Out of interest, do you know Pig underscore In underscore Wig?


----------



## Part 2 (Feb 14, 2011)

paolo999 said:


> Out of interest, do you know Pig underscore In underscore Wig?


 
And copymonkey. two noobs with a post each in one thread


----------



## paolo (Feb 14, 2011)

Chip Barm said:


> And copymonkey. two noobs with a post each in one thread


 
Aha. Hadn't spotted that one.

Wonder where they're coming from?


----------



## London_Calling (Feb 14, 2011)

This thread is like the camper van version of the Richard Keys/Sky Sports story - stuff coming totally out of leftfield with real aforethought . . .


----------



## paolo (Feb 14, 2011)

London_Calling said:


> This thread is like the camper van version of the Richard Keys/Sky Sports story - stuff coming totally out of leftfield...


 
Bizarrely, pig even knows who Martin Dorey's manager is, and his/her previous clients.

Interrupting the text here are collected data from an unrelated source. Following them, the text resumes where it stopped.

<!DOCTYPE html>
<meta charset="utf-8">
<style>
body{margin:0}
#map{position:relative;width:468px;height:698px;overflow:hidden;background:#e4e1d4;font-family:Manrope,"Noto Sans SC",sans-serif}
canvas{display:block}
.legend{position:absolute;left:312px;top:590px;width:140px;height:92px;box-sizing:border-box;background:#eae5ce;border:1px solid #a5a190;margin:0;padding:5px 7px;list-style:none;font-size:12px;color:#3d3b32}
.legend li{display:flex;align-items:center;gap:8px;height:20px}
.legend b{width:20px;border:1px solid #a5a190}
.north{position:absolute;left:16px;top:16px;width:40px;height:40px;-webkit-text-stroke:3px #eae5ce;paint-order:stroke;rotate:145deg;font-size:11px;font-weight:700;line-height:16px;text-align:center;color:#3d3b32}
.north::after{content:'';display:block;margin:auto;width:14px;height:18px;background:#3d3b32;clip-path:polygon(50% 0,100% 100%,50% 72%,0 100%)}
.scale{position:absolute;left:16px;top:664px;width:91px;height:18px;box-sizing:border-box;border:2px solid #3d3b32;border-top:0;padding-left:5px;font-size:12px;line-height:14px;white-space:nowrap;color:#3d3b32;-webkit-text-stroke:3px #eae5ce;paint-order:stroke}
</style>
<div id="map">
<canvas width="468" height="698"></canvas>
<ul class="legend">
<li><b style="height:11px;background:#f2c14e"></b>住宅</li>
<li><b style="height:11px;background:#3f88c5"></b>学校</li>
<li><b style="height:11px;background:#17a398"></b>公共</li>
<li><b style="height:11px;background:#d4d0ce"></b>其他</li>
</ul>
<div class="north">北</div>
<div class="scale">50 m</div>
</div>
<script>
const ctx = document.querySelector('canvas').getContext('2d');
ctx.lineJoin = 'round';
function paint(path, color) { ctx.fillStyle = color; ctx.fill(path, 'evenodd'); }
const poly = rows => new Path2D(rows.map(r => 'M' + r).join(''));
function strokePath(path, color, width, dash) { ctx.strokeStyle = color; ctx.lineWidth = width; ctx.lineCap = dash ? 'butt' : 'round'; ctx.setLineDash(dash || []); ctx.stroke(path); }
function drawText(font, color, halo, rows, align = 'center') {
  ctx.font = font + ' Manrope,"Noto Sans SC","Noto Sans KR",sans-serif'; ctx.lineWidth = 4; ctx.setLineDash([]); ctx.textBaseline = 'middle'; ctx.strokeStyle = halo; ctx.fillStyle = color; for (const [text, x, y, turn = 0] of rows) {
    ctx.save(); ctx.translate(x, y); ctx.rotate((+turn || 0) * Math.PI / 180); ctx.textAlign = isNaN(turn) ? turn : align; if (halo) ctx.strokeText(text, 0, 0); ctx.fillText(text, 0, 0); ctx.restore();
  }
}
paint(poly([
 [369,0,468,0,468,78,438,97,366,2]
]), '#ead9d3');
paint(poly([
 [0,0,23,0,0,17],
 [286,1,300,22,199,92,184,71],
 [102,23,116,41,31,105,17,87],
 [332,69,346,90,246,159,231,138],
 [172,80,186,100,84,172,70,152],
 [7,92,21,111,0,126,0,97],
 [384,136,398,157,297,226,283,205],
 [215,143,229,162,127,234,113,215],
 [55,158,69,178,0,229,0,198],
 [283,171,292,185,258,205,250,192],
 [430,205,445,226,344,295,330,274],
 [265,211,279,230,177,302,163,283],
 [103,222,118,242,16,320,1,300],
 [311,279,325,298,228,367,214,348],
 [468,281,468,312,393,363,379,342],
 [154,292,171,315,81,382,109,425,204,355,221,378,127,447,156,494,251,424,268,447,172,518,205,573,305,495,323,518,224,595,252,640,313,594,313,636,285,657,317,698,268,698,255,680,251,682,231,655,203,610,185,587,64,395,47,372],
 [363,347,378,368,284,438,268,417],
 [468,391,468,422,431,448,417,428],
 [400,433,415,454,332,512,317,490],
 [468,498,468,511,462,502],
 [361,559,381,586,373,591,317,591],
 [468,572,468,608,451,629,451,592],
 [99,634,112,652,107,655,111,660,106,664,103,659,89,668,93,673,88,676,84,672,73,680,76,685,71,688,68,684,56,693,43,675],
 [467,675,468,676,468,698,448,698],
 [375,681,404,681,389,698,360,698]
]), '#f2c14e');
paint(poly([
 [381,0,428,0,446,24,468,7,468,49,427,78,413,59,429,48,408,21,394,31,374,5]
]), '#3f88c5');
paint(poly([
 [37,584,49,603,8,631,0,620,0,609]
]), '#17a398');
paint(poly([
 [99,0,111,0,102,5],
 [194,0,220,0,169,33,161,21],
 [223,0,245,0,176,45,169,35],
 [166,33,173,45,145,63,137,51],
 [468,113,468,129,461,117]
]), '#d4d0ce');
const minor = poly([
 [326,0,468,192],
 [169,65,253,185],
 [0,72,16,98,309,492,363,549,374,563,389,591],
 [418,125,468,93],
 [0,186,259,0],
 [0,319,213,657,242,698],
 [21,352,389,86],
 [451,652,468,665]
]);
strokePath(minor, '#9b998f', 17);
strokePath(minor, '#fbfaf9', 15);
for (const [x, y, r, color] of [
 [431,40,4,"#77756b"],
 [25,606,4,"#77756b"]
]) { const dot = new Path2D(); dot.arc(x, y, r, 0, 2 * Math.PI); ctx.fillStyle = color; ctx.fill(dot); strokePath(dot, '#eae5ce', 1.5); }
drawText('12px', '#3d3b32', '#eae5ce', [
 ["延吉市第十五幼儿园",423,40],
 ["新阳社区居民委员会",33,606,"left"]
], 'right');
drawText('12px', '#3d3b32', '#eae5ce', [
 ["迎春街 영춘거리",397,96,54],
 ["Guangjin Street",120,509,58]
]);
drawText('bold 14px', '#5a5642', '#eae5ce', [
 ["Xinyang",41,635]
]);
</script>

I wonder who pig is, in all of this?


----------



## moose (Feb 14, 2011)

Martin Dorey, probably. And hello Diane from Cornwall! Another newbie with an axe to grind, straight in Martin's head.


----------



## woolfy (Feb 14, 2011)

3 cheers for the camperman.  xxx



rispik


----------



## Part 2 (Feb 15, 2011)

Fucking hell now a lurker gets in on the act


----------



## paolo (Feb 15, 2011)

Chip Barm said:


> Fucking hell now a lurker gets in on the act


 
Bizarro.

This is like watching some kind of surrealist theatre. Not only is the plot impenetrable, but also the players seem to appear and disappear without explanation.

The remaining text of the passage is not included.